**Exercise:** Report only how many lines in the material contain "bold".

(Exercise material)

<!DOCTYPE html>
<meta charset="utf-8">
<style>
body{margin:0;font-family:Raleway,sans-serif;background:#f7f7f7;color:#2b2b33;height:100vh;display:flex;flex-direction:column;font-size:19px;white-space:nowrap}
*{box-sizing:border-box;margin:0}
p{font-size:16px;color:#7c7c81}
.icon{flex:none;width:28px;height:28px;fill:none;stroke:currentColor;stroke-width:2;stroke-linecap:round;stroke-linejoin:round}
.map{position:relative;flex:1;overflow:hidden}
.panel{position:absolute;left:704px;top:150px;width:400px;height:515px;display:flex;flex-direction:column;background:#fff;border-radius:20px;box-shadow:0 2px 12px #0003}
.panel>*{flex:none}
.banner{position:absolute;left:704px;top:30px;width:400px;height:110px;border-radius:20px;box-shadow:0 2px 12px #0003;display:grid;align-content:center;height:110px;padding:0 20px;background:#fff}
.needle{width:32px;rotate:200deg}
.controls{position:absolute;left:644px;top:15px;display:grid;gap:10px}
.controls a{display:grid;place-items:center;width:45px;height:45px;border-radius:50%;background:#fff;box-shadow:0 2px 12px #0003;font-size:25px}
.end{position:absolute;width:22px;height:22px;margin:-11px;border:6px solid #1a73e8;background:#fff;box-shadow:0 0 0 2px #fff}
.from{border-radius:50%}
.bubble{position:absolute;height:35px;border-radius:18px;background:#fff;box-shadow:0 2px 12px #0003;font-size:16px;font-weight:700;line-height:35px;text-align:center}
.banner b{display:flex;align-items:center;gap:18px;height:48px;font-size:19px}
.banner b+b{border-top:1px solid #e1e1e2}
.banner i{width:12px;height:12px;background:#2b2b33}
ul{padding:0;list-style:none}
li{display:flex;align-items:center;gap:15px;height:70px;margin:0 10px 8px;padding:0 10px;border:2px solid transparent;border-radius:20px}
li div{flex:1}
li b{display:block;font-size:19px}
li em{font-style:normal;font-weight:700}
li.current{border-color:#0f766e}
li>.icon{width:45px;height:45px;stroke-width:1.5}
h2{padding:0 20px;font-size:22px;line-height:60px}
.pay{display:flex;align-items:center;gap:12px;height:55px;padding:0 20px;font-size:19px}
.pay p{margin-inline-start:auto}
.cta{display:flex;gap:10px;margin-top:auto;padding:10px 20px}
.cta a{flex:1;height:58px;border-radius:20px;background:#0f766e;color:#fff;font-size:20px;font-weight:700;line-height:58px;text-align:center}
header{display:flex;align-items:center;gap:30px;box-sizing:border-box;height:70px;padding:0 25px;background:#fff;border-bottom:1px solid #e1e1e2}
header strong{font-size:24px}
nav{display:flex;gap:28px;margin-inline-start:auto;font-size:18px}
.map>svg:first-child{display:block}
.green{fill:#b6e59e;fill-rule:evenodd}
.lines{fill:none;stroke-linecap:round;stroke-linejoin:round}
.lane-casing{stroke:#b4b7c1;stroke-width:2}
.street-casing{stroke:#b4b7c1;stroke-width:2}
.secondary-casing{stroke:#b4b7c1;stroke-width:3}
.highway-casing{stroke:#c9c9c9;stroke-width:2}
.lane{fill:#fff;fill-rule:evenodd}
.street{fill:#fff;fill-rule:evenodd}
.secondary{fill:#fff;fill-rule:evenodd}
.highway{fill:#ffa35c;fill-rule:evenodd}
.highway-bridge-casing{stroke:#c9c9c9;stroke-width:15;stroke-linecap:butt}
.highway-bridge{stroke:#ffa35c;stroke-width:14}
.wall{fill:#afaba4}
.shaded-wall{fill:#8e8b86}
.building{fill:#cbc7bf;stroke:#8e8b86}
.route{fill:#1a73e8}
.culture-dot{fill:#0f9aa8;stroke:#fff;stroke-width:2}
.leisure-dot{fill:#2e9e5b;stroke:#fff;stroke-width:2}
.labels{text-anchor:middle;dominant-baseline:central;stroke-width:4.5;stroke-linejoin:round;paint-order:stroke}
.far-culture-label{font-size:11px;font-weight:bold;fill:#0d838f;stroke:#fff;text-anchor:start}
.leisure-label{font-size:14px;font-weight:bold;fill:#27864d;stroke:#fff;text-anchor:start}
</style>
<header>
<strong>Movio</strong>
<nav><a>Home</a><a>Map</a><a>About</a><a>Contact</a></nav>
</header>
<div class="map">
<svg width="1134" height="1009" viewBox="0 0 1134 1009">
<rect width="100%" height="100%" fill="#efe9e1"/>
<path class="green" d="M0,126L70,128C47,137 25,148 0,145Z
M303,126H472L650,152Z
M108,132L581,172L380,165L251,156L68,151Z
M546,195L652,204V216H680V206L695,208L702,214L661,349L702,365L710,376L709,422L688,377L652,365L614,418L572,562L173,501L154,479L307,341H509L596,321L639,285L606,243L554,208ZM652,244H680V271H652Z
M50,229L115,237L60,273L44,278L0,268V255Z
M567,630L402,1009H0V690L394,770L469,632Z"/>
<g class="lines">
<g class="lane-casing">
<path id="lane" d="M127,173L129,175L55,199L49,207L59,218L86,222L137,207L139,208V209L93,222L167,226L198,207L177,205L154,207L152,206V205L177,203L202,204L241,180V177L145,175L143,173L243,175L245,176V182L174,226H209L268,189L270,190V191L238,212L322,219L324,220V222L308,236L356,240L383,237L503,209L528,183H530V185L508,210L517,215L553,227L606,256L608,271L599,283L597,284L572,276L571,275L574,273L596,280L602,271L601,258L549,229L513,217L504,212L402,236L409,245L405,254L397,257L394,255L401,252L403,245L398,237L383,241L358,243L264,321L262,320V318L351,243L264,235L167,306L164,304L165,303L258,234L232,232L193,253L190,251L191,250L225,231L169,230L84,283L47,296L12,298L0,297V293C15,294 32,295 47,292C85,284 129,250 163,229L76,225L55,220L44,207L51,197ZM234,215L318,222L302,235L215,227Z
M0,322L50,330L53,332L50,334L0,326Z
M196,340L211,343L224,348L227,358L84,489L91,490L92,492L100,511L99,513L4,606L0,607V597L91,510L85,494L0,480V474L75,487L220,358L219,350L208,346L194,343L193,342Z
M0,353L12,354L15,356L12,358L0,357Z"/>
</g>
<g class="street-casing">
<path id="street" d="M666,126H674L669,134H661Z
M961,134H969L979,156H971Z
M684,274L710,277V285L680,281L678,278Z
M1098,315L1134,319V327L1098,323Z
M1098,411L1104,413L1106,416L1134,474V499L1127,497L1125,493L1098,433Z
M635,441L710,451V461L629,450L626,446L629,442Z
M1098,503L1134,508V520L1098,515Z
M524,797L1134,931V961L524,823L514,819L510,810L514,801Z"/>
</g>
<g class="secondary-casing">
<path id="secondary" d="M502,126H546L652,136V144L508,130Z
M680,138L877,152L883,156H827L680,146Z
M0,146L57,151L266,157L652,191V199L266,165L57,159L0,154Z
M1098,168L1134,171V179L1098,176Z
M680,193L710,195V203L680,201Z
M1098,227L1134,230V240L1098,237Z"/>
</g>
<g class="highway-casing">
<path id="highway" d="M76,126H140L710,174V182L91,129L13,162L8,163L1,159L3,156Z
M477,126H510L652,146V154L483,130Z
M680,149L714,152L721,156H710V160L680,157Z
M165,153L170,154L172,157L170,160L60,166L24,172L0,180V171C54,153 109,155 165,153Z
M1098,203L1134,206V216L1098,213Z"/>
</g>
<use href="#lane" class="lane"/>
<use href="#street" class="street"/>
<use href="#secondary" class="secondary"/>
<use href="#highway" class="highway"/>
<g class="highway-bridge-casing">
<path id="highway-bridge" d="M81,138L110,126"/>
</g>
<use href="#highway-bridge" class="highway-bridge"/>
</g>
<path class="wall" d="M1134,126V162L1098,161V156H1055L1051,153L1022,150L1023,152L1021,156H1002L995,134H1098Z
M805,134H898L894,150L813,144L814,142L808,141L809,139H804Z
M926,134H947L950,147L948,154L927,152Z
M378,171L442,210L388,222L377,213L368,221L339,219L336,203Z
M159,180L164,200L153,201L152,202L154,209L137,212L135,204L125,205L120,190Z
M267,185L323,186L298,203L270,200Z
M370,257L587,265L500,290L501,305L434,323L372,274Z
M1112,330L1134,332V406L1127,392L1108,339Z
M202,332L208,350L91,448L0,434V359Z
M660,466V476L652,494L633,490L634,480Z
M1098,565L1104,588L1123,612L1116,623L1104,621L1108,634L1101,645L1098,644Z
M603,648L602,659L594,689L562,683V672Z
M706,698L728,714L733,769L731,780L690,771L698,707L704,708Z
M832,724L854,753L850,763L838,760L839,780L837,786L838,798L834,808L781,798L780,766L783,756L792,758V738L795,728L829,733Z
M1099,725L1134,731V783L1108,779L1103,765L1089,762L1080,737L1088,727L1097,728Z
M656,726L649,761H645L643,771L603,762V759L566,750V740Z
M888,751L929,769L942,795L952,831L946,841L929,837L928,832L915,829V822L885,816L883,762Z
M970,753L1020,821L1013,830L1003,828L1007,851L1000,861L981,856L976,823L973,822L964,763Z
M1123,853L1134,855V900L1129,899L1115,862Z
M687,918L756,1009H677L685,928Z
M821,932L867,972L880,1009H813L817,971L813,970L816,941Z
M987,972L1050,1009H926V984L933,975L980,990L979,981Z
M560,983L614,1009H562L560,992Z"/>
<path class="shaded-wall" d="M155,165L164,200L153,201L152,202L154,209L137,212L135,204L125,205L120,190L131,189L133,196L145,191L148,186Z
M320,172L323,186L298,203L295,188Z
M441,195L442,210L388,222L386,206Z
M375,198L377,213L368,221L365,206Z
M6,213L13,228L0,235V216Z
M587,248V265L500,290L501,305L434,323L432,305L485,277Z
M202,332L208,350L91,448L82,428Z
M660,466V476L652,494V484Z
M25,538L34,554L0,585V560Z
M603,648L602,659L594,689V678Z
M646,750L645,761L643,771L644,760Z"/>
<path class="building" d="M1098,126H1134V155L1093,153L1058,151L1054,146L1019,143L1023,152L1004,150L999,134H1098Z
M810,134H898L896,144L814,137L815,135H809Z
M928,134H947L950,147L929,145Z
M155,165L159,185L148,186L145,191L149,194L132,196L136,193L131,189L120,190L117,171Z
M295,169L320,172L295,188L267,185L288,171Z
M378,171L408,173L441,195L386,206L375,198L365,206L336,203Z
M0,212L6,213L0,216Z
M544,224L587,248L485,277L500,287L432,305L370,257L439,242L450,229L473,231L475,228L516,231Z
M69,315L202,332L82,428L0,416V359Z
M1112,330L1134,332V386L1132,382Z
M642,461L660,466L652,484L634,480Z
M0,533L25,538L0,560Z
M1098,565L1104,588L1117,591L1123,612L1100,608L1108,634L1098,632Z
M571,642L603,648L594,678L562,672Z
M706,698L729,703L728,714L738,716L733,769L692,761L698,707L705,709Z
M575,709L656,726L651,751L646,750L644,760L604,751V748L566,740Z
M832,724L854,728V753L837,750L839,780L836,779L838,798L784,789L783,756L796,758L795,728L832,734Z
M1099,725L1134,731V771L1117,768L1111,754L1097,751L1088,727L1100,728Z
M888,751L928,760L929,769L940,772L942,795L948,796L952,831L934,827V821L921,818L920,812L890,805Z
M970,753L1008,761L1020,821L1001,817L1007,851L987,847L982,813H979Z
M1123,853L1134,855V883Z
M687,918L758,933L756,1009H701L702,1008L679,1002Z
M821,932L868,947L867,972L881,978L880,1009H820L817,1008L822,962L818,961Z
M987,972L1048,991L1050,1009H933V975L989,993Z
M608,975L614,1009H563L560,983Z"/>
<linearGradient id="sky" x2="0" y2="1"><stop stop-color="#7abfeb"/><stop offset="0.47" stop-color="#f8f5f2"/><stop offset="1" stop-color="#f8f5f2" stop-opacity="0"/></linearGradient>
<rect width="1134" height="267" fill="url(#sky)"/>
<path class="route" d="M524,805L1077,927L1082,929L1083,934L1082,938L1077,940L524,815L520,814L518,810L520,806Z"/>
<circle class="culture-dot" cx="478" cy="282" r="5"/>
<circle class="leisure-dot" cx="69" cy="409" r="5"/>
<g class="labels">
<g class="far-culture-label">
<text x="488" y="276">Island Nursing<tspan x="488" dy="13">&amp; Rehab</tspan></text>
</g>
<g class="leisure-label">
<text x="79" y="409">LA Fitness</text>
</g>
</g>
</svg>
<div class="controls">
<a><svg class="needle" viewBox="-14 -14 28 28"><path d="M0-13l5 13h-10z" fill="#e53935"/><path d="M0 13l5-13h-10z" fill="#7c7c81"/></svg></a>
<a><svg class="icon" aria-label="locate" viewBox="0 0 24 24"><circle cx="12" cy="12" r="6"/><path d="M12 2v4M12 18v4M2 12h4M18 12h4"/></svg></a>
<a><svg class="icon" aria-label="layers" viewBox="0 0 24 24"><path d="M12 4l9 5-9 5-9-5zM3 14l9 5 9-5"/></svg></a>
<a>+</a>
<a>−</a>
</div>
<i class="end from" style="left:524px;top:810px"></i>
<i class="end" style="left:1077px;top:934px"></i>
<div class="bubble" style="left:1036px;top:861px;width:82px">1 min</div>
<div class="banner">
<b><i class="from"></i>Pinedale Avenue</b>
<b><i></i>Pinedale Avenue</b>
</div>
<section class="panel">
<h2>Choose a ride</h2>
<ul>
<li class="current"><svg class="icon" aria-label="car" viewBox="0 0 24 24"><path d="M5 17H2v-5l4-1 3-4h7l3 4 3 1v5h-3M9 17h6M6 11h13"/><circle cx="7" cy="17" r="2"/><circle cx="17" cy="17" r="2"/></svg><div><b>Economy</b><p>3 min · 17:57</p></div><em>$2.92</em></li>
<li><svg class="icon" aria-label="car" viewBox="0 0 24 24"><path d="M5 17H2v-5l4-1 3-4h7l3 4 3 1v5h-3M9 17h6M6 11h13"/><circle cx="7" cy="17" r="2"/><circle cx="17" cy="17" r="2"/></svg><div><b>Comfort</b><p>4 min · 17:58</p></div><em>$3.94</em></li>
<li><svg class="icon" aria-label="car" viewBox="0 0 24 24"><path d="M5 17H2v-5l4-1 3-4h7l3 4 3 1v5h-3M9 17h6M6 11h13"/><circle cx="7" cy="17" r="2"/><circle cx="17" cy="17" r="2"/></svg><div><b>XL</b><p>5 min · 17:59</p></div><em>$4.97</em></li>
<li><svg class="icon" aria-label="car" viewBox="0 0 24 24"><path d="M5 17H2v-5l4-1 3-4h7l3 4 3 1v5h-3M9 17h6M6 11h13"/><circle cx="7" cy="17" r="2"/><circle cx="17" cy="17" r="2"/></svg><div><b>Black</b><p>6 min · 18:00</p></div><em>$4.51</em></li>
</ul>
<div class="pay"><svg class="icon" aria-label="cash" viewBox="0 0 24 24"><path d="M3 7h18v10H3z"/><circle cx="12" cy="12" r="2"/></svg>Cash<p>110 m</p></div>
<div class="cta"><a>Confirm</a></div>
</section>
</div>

(End Exercise material)

**Solution to this exercise:** 2